CS194 Project #4: Classification and Segmentation

By: Scott Shao

Part I: Image Classification


Fashion MNIST dataset

For this problem, I used keras with tensorflow as my backend. I defined my model as the following:

Model summary
Model visualization
Model classification correspondence

The loss was categorical crossentropy and the optimizer was Adam with learning rate of 0.001.

First I evaluated the model using 5-fold cross validation on training data with 10 epochs to see how well the model will perform before actually fit the model with more epochs. The results of the 5-fold cross validation are 90.467, 92.575, 96.058, 98.342, and 99.025. Overall the model seems pretty good. I have also plot the 5-fold cross validation cross entropy loss and Classification accuracy, as well as the model confidence interval as shown below.

5-Fold cross validation cross entropy loss
and Classification accuracy
5-Fold cross validation confidence interval

For the actual training I fit the model with 300 epochs with checkpoints to save the model with the best validation loss and the best validation accuracy. The training loss and the training accuracy are shown below. The loss keeps increases after about 20 epochs while the accuracy plateaued at around 92%. This suggested that the model might be overfitting to the training data. For the next section, I will present the results of the best accuracy model and the best loss model side by side. The best accuracy model predicted 92.210% of the test data correctly and 100% of the training data correctly. The best loss model predicted 90.960% of the test data correctly and 94.255% of the training data correctly.

Model training loss after 300 epochs
Model training accuracy after 300 epochs
The best accuracy model test data confusion matrix
The best loss model test data confusion matrix
The best accuracy model test data classification report
The best loss model test data classification report
The best accuracy model train data confusion matrix
The best loss model train data confusion matrix
The best accuracy model train data classification report
The best loss model train data classification report

The hardest classes to get are class 0 T-shirt/top and class 6 Shirt. It is especially difficult to distinguish between T-shirt/top and Shirt.

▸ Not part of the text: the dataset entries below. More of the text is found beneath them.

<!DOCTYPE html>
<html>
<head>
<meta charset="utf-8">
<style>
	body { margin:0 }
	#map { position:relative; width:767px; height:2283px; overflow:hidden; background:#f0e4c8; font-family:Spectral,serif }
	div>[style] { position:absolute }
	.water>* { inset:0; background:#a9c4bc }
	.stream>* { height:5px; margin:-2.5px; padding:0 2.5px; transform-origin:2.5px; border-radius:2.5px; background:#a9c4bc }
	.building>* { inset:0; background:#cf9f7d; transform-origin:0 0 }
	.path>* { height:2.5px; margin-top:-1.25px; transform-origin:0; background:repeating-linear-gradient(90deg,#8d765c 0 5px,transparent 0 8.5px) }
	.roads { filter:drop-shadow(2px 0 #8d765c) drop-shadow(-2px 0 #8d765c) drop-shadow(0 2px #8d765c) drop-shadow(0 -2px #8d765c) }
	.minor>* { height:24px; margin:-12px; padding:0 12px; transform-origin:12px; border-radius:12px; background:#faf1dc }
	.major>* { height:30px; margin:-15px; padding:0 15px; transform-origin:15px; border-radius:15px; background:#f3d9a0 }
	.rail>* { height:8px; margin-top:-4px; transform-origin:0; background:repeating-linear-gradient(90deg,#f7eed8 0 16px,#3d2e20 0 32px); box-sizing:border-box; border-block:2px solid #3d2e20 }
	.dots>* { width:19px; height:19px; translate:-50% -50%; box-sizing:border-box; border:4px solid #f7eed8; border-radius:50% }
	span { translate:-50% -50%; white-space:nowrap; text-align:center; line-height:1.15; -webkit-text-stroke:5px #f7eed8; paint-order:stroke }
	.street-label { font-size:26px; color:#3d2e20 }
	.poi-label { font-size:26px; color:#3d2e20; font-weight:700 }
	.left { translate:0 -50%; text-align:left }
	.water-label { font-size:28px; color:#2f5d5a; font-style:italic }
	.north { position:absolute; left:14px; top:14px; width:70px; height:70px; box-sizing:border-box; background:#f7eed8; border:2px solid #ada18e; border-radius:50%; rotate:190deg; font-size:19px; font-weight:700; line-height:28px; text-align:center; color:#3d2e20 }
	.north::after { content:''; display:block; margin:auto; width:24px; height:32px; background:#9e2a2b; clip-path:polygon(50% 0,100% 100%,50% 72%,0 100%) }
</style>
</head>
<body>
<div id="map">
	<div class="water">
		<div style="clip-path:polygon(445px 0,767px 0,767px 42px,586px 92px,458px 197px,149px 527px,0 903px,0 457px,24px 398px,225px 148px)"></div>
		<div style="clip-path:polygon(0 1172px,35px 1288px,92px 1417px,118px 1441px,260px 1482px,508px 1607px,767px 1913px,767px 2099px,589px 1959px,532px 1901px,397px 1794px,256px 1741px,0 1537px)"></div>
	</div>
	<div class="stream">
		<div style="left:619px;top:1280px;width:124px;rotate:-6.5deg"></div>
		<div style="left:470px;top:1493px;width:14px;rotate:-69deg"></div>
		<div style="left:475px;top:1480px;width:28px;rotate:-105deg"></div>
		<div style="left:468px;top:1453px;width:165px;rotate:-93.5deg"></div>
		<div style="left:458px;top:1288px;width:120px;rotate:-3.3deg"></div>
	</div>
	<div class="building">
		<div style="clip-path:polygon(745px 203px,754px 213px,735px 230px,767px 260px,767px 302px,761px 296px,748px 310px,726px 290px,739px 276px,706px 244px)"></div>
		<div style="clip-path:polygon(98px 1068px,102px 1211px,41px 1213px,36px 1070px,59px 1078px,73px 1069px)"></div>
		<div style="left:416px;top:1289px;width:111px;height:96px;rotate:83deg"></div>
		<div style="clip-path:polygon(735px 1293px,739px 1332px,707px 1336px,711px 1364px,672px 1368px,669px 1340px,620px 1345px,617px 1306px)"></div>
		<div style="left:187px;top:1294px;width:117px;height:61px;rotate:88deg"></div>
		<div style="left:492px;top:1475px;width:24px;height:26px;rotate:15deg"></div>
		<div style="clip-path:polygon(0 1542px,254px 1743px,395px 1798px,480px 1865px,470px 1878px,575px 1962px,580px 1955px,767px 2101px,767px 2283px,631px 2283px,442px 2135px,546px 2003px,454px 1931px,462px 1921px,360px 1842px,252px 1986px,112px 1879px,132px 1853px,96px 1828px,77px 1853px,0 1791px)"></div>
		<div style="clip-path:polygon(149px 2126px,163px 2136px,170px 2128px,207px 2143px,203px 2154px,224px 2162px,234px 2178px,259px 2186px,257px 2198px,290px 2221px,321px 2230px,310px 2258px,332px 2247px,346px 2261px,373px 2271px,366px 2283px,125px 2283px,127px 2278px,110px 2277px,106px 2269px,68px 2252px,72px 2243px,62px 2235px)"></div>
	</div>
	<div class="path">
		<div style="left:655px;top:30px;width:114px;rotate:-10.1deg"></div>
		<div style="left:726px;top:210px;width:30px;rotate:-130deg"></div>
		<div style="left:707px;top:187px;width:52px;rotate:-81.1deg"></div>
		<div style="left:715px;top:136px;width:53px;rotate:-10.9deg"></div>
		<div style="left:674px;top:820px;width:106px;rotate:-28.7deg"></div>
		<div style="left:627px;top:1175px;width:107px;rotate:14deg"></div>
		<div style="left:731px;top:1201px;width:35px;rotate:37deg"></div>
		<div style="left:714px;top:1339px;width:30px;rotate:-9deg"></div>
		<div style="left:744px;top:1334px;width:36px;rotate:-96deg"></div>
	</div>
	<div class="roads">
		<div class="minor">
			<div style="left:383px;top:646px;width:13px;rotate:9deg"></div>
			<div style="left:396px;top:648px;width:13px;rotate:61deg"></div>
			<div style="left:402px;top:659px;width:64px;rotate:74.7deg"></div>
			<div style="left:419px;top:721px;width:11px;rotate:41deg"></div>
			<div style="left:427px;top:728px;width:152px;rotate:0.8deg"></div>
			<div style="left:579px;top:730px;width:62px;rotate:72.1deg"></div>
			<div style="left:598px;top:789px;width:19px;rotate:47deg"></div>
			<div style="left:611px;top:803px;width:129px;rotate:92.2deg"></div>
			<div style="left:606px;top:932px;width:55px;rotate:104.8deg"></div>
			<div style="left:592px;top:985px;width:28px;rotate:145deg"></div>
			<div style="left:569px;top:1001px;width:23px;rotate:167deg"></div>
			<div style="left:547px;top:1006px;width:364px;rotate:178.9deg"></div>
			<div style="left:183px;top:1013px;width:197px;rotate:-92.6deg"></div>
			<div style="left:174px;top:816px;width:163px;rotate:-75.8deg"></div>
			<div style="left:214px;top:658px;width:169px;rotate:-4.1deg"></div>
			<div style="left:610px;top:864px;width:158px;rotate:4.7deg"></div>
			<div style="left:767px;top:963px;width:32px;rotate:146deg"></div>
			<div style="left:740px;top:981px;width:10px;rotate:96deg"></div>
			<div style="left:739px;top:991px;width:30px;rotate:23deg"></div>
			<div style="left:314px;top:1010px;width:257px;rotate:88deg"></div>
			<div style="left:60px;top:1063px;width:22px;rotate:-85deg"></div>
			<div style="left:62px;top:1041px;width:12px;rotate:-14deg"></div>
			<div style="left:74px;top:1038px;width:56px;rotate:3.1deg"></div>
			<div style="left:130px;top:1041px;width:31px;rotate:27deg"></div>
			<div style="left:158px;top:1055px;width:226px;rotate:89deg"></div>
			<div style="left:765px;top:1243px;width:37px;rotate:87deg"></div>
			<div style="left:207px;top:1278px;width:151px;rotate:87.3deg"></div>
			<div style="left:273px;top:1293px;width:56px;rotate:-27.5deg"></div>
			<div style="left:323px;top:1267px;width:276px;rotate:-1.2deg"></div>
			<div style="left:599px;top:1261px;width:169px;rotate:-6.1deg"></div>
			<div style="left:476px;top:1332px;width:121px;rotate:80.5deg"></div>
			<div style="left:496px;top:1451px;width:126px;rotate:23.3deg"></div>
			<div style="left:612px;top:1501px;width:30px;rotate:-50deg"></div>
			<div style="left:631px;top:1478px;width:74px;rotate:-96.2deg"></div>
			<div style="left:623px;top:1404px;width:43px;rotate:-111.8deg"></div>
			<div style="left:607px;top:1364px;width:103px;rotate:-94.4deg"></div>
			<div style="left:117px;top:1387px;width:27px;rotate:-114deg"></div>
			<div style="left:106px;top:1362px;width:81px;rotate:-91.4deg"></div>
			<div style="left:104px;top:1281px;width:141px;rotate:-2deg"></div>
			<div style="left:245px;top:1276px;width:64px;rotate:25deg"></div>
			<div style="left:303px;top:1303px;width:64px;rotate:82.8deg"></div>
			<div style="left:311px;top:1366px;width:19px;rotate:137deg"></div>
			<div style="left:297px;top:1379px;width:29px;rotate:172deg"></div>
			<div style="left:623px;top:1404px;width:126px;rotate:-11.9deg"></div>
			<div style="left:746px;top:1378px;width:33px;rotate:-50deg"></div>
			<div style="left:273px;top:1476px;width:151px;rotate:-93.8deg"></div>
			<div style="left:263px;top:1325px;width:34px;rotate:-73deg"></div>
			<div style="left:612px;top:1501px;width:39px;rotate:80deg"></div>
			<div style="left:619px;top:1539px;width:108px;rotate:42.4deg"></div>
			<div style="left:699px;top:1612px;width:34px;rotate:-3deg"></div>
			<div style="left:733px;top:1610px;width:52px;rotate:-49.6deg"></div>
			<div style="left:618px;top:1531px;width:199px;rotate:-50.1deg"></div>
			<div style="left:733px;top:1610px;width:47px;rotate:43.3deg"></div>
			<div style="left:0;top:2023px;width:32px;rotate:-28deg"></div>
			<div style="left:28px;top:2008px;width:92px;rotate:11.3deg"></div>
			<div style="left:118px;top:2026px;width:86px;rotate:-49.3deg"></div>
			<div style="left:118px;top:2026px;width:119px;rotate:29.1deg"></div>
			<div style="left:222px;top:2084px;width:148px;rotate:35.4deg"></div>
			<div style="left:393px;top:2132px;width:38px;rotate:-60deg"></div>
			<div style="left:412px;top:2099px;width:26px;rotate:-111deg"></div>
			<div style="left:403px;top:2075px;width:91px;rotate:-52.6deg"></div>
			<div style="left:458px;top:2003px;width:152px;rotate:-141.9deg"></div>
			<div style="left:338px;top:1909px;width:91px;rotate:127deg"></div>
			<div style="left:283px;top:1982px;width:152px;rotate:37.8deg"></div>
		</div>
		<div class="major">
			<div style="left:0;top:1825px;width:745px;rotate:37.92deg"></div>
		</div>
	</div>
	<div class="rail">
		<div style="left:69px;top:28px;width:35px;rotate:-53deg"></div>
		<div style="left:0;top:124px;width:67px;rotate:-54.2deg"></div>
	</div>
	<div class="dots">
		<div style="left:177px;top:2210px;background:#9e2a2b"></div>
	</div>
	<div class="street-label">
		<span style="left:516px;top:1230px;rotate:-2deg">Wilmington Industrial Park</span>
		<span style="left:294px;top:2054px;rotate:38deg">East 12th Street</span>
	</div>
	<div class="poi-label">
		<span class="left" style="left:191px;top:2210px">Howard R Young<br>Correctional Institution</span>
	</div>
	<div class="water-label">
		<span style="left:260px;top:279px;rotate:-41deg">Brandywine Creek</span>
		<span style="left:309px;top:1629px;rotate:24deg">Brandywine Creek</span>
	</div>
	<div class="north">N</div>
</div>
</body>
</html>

For the following ten sets of images. Each set represent a class. The left two images are the correct classification and the two on the right are the wrong classification where the images were classified as some other classes.

Tshirt/top correct classification Tshirt/top wrong classification
Trouser correct classification Trouser wrong classification
Pullover correct classification Pullover wrong classification
Dress correct classification Dress wrong classification
Coat correct classification Coat wrong classification
Sandal correct classification Sandal wrong classification
Shirt correct classification Shirt wrong classification
Sneaker correct classification Sneaker wrong classification
Bag correct classification Bag wrong classification
Ankle boot correct classification Ankle boot wrong classification

The next two images showed the learned filter for the first 2D convolutional layer of the best accuracy model and the best loss model. Since the accuracy did not improve much between the two models, the learned filters should be very similar. However, the best loss model has a loss that was much smaller than the best accuracy model. This shows that loss is a better metrics compared to the accuracy in training the model.

The best accuracy model first convolutional layer learned filter
The best loss model first convolutional layer learned filter

As expected, they are generally the same.



Part II: Semantic Segmentation

Sample input image Sample ground truth
Classification correspondence

The dataset used is the Mini Facade dataset. PyTorch was used as the backend. The model is defined as the follows with crossentropy loss and Adam optimizer with 0.001 learning rate and 1e-5 weight decay:

Model summary

The average precision on the test set output from the training. The average AP is 0.518073757:

Average precision (AP) on the test set after training
Class Average Precision
Others 0.6330090515953898
Facade 0.7532332824894723
Pillar 0.0892949022197207
Window 0.7755921759864337
Balcony 0.33923937436496526
Average 0.518073757

The model was trained on the training data with 115 images reserved for validation. The model was trained for 100 epochs.

Training and validation loss

The following are some examples from the test output. The difference between the ground truth and the predicted was calculated using SSD to get the best and the worst predictions and some in betweens.

Best prediction
Worst prediction
Average prediction
Average prediction
Average prediction
25
27
6
8

In terms of the model's ability to predict classes, window > facade > otehrs > balcony > pillar. Windows and the facade are the easier ones to get right and the pillar are the most difficult. Upon examine the results, others is also very hard to predict as it always gets predicted as the facade.